Anyhow, this is harder than it looks and it looks hard, but been self motivated, frustrate resistant, and ignoring your feelings and not breaking your computer every time things don’t go according to plan. Because as you said it is not difficult to do, it is just really difficult for your brain to stop doing his thing, and start doing what you told him to do.

@CG sky I can assure you that anatomical knowledge wont make you a great sculptor, but hey it is a great knowledge to have, I love it, I study all the time anatomy, I teach anatomy, I live touching anatomy all the time, every day I touch bodies with pain and I have to search for the muscles, and the tendons and the ligaments, and I have to look at how the move or how the don’t move, and I love it.
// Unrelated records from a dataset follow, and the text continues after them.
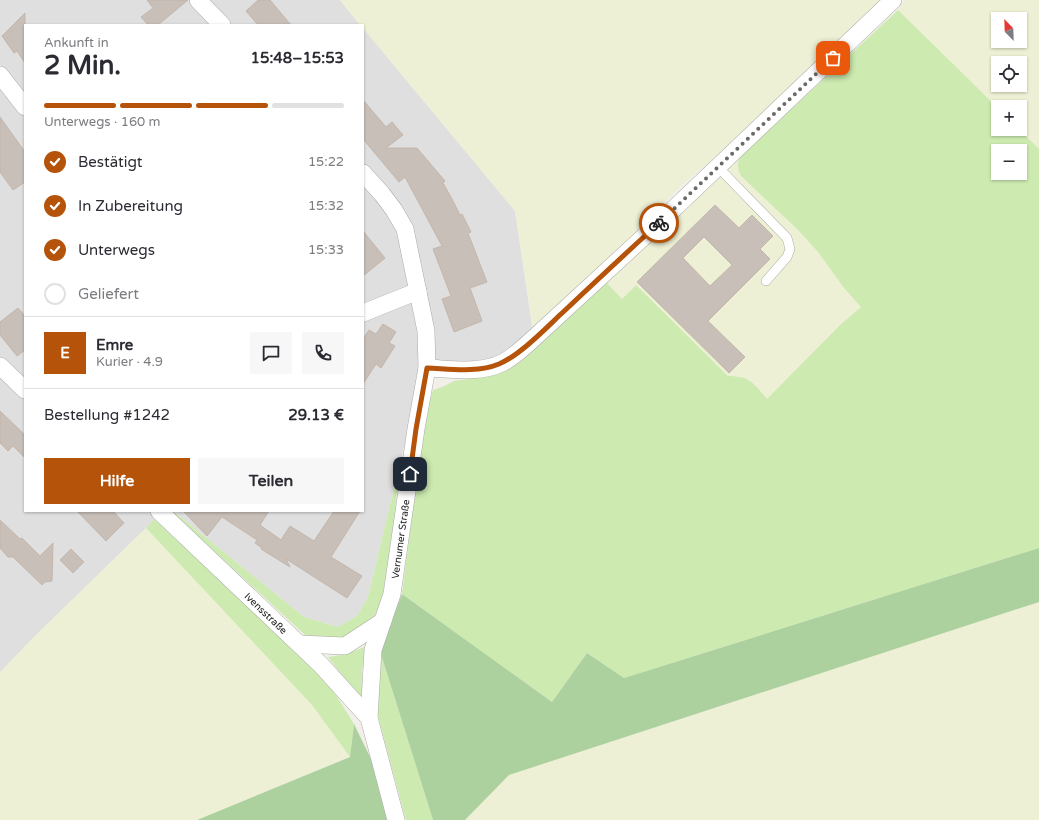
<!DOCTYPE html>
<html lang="de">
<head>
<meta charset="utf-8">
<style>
  body { margin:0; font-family:"Varela Round",sans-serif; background:#f7f7f7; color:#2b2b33; height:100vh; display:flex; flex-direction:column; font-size:15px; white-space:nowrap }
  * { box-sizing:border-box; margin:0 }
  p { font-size:13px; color:#7c7c81 }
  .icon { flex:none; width:22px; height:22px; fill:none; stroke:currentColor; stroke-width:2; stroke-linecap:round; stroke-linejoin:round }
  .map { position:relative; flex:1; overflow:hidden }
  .sheet { position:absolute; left:24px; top:24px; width:340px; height:488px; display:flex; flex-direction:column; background:#fff; border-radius:0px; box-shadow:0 1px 3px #0004 }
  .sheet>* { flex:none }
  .needle { width:26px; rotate:337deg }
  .tools { position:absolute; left:991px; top:12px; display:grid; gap:8px }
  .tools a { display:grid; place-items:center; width:36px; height:36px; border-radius:0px; background:#fff; box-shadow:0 1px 3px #0004; font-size:20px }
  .pin { position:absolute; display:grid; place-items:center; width:34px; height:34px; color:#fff; margin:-17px; border-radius:8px; box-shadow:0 2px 6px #0006 }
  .courier { position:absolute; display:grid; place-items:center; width:40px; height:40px; margin:-20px; border:3px solid #b45309; border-radius:50%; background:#fff; color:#222; box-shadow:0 1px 5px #0007 }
  .headline em { font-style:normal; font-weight:700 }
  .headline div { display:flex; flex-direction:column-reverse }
  .headline { display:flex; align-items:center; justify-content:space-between; height:68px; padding:0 20px }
  h1 { font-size:26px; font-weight:700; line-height:30px }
  .bar { display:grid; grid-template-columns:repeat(4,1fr); gap:6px 4px; align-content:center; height:48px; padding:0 20px }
  .bar i { height:5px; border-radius:3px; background:#e1e1e2 }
  .bar .on { background:#b45309 }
  .bar p { grid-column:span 4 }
  .line { display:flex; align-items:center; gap:10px; padding:0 20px; border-top:1px solid #e1e1e2 }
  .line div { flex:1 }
  .round { display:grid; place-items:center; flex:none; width:42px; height:42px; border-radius:0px; background:#f7f7f7 }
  ol { padding:0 20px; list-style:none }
  li { display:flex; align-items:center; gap:12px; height:44px }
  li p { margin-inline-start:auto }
  li .icon { padding:4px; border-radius:50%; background:#b45309; color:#fff; stroke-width:4 }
  li:last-child { color:#7c7c81 }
  li i { width:22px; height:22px; border:2px solid #e1e1e2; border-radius:50% }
  .primary-button { display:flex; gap:8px; margin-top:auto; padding:8px 20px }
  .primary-button a { flex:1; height:46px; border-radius:0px; background:#b45309; color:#fff; font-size:16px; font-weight:700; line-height:46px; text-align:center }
  .primary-button a+a { background:#f7f7f7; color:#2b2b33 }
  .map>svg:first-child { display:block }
</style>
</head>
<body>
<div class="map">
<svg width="1039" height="820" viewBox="0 0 1039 820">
  <rect width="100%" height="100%" fill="#f2efe9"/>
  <g fill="#e0dfdf">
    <polygon points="0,0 340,0 360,25 25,25 25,511 156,511 154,519 146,528 36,635 0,673"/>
    <polygon points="363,28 515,211 533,333 496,361 418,364 418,378 411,418 368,597 357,616 338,627 304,617 173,511 363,511"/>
  </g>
  <g fill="#eef0d5" fill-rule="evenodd">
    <polygon points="340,0 885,0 714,161 697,171 658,208 655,215 533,328 515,211 363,28 363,25 360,25"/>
    <path d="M905,0H1039V149L1019,129L1020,107H998V108L898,10ZM998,19H1020V41H998ZM998,63H1020V85H998Z"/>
    <polygon points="741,156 741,176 798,230 818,252 844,288 862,307 840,325 767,399 755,383 738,376 728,376 636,286 622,299 604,279"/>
    <polygon points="146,528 312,705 350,757 197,820 0,820 0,672 36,635"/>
    <polygon points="1039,602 1039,820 465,820 509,775"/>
  </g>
  <g fill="#cdebb0" fill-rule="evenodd">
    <path d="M898,10L998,108V129H1019L1039,149V548L624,678L587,653L552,702L402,594L424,421L433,390L442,387L454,381L489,376L505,371L519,363L534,349L606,282L622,299L636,285L728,376C750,376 754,383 767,399L840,325L861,307L844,288L818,252L798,230L741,176C737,168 737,163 741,156ZM998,151H1020V173H998Z"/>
    <polygon points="399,468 395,513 382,602 367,629 327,643 305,635 171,511 173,511 304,617 338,627 357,616 368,597"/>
    <polygon points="154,519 304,657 334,692 354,724 350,757 312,705 146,528"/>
    <polygon points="369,645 362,669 362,698 360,699 328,657 347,654"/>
    <polygon points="380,651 433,820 406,820 404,813 378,716 376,682"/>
  </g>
  <g fill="#add19e">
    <polygon points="1039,548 1039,602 509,775 465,820 433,820 380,651 402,594 552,702 587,653 624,678"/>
    <polygon points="354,724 372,761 389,820 197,820 350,757"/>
  </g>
  <g fill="#c7bfb8" stroke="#c4b6ab" fill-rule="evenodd">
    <polygon points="147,0 188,0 158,25 148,25 141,17 153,8"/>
    <polygon points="258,0 270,0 291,25 258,25 246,11"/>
    <polygon points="25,13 25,63 17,51 14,53 2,36"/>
    <polygon points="363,100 386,127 392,122 403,135 386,148 417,148 445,181 443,183 452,199 460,215 462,214 471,232 468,233 487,282 470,288 482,321 454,332 442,299 451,296 433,249 442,246 405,177 399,182 363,139"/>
    <polygon points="0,117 25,152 25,182 13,190 0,172"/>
    <path d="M715,205L739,228L752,215L773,236L760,249L770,259L708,321L745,357L729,373L637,282ZM704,237L732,265L710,286L683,258Z"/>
    <polygon points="363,231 385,258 363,276"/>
    <polygon points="18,308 25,316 25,350 17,356 0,335 0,322"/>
    <polygon points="383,324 396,332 389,343 395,346 381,368 376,364 363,384 363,339 369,330 376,334"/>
    <polygon points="0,411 25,435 25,458 13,446 8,451 0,443"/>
    <polygon points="77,511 113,511 124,523 106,541"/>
    <polygon points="183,511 269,511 260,525 281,540 290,526 314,541 334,511 360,511 331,557 362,576 347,598 286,559 290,567 261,549 262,548 255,543 257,540 222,517 207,536"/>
    <polygon points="0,520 20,539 22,538 40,556 53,543 52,581 45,582 42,585 13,557 8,557 0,548"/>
    <polygon points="71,549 84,562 73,573 60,560"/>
  </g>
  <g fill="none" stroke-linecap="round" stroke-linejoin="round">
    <defs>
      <polyline id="lane" points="718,167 787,238 790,249 787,257 766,281"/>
      <g id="street">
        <polyline points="198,0 222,25"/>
        <polyline points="0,75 25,107"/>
        <polyline points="363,173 382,194 394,210 405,229 426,331 427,368 416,429 392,594 373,650 369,718 396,820"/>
        <polyline points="363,313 418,291"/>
        <polyline points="0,366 25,390"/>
        <path d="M427,368C451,369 479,374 502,363C514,357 524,347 534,338L661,221L893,0"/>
        <path id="s1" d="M159,511L321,665L369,718"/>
        <polyline points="300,644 345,646 383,621"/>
      </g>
    </defs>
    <use href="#lane" stroke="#a9a9a9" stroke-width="10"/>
    <use href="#street" stroke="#a9a9a9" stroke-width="18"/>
    <use href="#lane" stroke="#fff" stroke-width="9"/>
    <use href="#street" stroke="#fff" stroke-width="17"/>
  </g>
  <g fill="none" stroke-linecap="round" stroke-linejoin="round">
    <polyline stroke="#6b6a68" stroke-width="4" stroke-dasharray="0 7.2" points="659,223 833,58"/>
    <path stroke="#b45309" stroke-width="5" d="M410,474L416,429L427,368C451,369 477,373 499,364C520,355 544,330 561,314C593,284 626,253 659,223"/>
  </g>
  <g text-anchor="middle" stroke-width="4" stroke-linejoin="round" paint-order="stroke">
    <g font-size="10" fill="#222" stroke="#fff">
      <text transform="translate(400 539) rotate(-82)" y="4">Vernumer Straße</text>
      <text dy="4" stroke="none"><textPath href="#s1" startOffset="148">Ivensstraße</textPath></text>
    </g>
  </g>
</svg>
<div class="tools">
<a><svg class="needle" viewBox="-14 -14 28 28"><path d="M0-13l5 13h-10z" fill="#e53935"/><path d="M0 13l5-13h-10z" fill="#7c7c81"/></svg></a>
<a><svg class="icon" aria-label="locate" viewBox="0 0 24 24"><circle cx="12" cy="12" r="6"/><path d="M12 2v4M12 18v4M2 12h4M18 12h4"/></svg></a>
<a>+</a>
<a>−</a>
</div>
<div class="pin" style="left:833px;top:58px;background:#ea580c"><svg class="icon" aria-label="bag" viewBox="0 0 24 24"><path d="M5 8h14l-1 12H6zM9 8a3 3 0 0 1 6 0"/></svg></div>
<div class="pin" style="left:410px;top:474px;background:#1f2937"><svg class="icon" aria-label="home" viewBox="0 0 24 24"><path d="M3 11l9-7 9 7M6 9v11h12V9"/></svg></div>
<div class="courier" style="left:659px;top:223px"><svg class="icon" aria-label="bike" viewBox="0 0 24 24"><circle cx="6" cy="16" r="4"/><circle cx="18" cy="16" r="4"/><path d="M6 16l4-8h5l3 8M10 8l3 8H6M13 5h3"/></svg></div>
<section class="sheet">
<div class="headline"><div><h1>2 Min.</h1><p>Ankunft in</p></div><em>15:48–15:53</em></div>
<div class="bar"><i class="on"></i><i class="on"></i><i class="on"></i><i></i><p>Unterwegs · 160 m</p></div>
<ol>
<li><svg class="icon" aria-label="check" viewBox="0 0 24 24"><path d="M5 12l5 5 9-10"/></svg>Bestätigt<p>15:22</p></li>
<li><svg class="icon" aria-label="check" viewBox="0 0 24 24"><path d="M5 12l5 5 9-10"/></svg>In Zubereitung<p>15:32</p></li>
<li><svg class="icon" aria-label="check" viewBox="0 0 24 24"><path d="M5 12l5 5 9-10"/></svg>Unterwegs<p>15:33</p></li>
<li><i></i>Geliefert</li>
</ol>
<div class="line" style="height:72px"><b class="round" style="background:#b45309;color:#fff">E</b><div><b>Emre</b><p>Kurier · 4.9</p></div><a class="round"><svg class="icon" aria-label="chat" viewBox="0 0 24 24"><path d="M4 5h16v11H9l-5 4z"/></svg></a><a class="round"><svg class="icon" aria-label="phone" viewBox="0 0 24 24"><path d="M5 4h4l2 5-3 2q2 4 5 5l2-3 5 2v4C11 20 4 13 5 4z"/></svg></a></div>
<div class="line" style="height:52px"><div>Bestellung #1242</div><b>29.13 €</b></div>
<div class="primary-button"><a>Hilfe</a><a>Teilen</a></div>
</section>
</div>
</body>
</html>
But I don’t see it so essential for sculpture, at least not at the degree I have, just the basic bones, the basic muscles, but it is more important to know how that is important because you can see them in the skin, and they make volumes, but the exact form, and the exact place, you should pick that up from the references, because anatomy is so much different from one person to an other in terms of detail, just knowing where things are, and the big muscles and bones, and the important landmarks (like were are the bones expose to the skin) is more than enough. But I’m just starting, from one or to years from know I will know more if this is right or not.
In terms of brush… I am a total mess… but I use, the move tool, the snake tool, the clay strips, the F Crease and the F Pinch (so little) I use the sculptDraw, and the Inflate/defl (love it) also the shift smooth and the Scrape tool, the rest… I just don’t have use of them for know. Ahh and some times I use the mask tool. As you can see, a total mess hehe, I just use what it works in that time.